The All-American Girls Baseball League entertained a war-weary public with its calculated combination of feminine charm and masculine athletic ability.
Photo: Dorthy”Mickey” Maguire shows her strength and skill at bat for the Muskegon Lassies.
In 1943 Chicago Cubs owner Philip K. Wrigley launched a bold new baseball enterprise. Fearful that major league baseball might collapse under wartime manpower shortages, he proposed a professional women’s baseball league.
The All American Girls Baseball League (AAGBL), as it came to be called, served a dual purpose for Wrigley. He promoted the league as a form of entertainment for a war-weary public in need of wholesome, outdoor recreation. At the same time, he used women’s baseball as a temporary replacement for the men’s game, keeping stadiums occupied and fan interest alive.

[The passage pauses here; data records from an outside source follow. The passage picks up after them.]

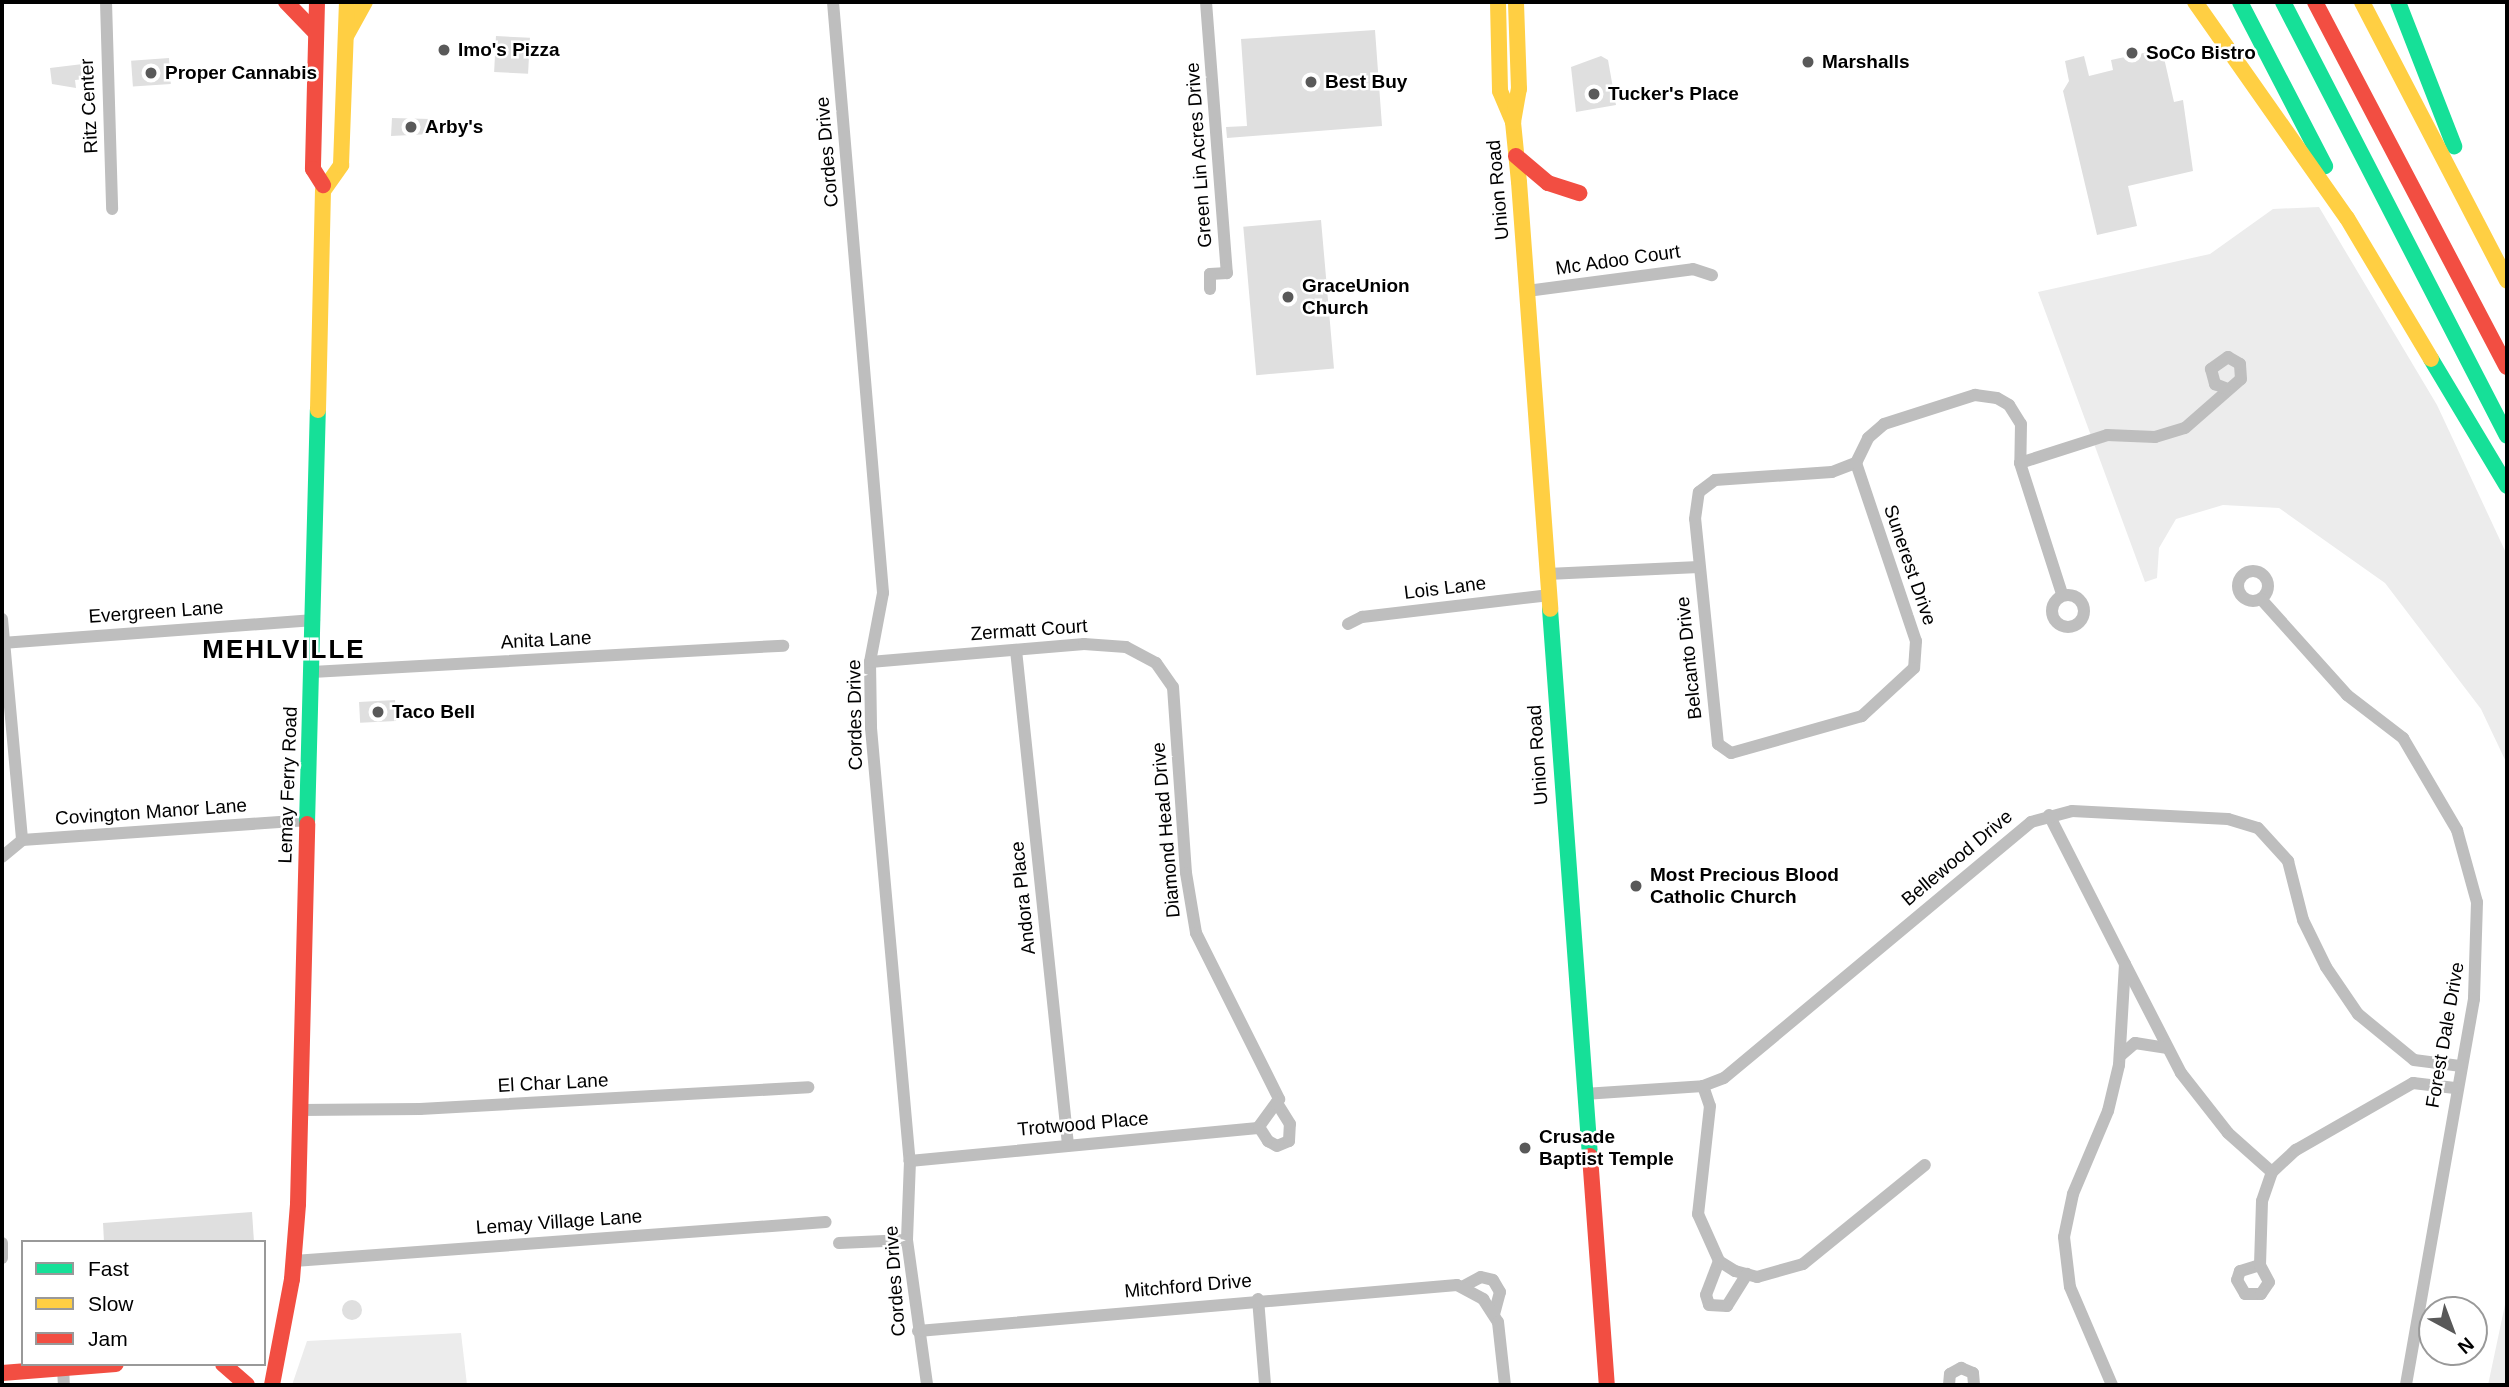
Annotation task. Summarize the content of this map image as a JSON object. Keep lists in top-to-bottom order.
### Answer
{
  "streets": {
    "main road": ["Union Road", "Lemay Ferry Road"],
    "street": [
      "Ritz Center",
      "Cordes Drive",
      "Green Lin Acres Drive",
      "Mc Adoo Court",
      "Sunerest Drive",
      "Lois Lane",
      "Evergreen Lane",
      "Zermatt Court",
      "Anita Lane",
      "Belcanto Drive",
      "Covington Manor Lane",
      "Diamond Head Drive",
      "Bellewood Drive",
      "Andora Place",
      "Forest Dale Drive",
      "El Char Lane",
      "Trotwood Place",
      "Lemay Village Lane",
      "Mitchford Drive"
    ]
  },
  "crossings": [
    ["Cordes Drive", "Zermatt Court"],
    ["Cordes Drive", "Trotwood Place"],
    ["Cordes Drive", "Mitchford Drive"],
    ["Union Road", "Mc Adoo Court"],
    ["Union Road", "Lois Lane"],
    ["Union Road", "Bellewood Drive"],
    ["Sunerest Drive", "Belcanto Drive"],
    ["Evergreen Lane", "Lemay Ferry Road"],
    ["Zermatt Court", "Diamond Head Drive"],
    ["Zermatt Court", "Andora Place"],
    ["Anita Lane", "Lemay Ferry Road"],
    ["Lemay Ferry Road", "Covington Manor Lane"],
    ["Lemay Ferry Road", "El Char Lane"],
    ["Lemay Ferry Road", "Lemay Village Lane"],
    ["Bellewood Drive", "Forest Dale Drive"],
    ["Andora Place", "Trotwood Place"]
  ],
  "districts": ["MEHLVILLE"],
  "places": [
    "Imo's Pizza",
    "SoCo Bistro",
    "Marshalls",
    "Proper Cannabis",
    "Best Buy",
    "Tucker's Place",
    "Arby's",
    "GraceUnion Church",
    "Taco Bell",
    "Most Precious Blood Catholic Church",
    "Crusade Baptist Temple"
  ],
  "legend": ["Fast", "Slow", "Jam"],
  "north": "bottom right"
}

The AAGBL celebrated women’s strength and energy, but it also kindled anxieties about traditional gender arrangements in American society. Since the early twentieth century, critics of women sports enthusiasts had cast them in the negative image of “mannish athletes,” an image that questioned their femininity and raised the specter of lesbianism. Sport was considered a male activity, the domain of traditional masculine virtues of aggressiveness, competition, physical prowess, and virility. Women athletes were seen as intruders into this male realm.
AAGBL used the gender issue in sports to its advantage as an ingenious way to market its of baseball to the public. By demanding that its players combine “masculine” athletic skill with very feminine appearance, the AAGBL maintained a clear distinction between male and female roles while providing the fans with skillfully played and exciting baseball. The league thus avoided the mannish image that plagued women’s sports.
League managers could assure audiences, amazed at seeing a woman play a “man’s game,” that the players were feminine and “normal” in every other respect. Although the AAGBL did not fundamentally challenge existing concepts of massculinity and femininity, it gave a group of gifted women athletes a unique opportunity to complete with the best players in the nation in a game they loved.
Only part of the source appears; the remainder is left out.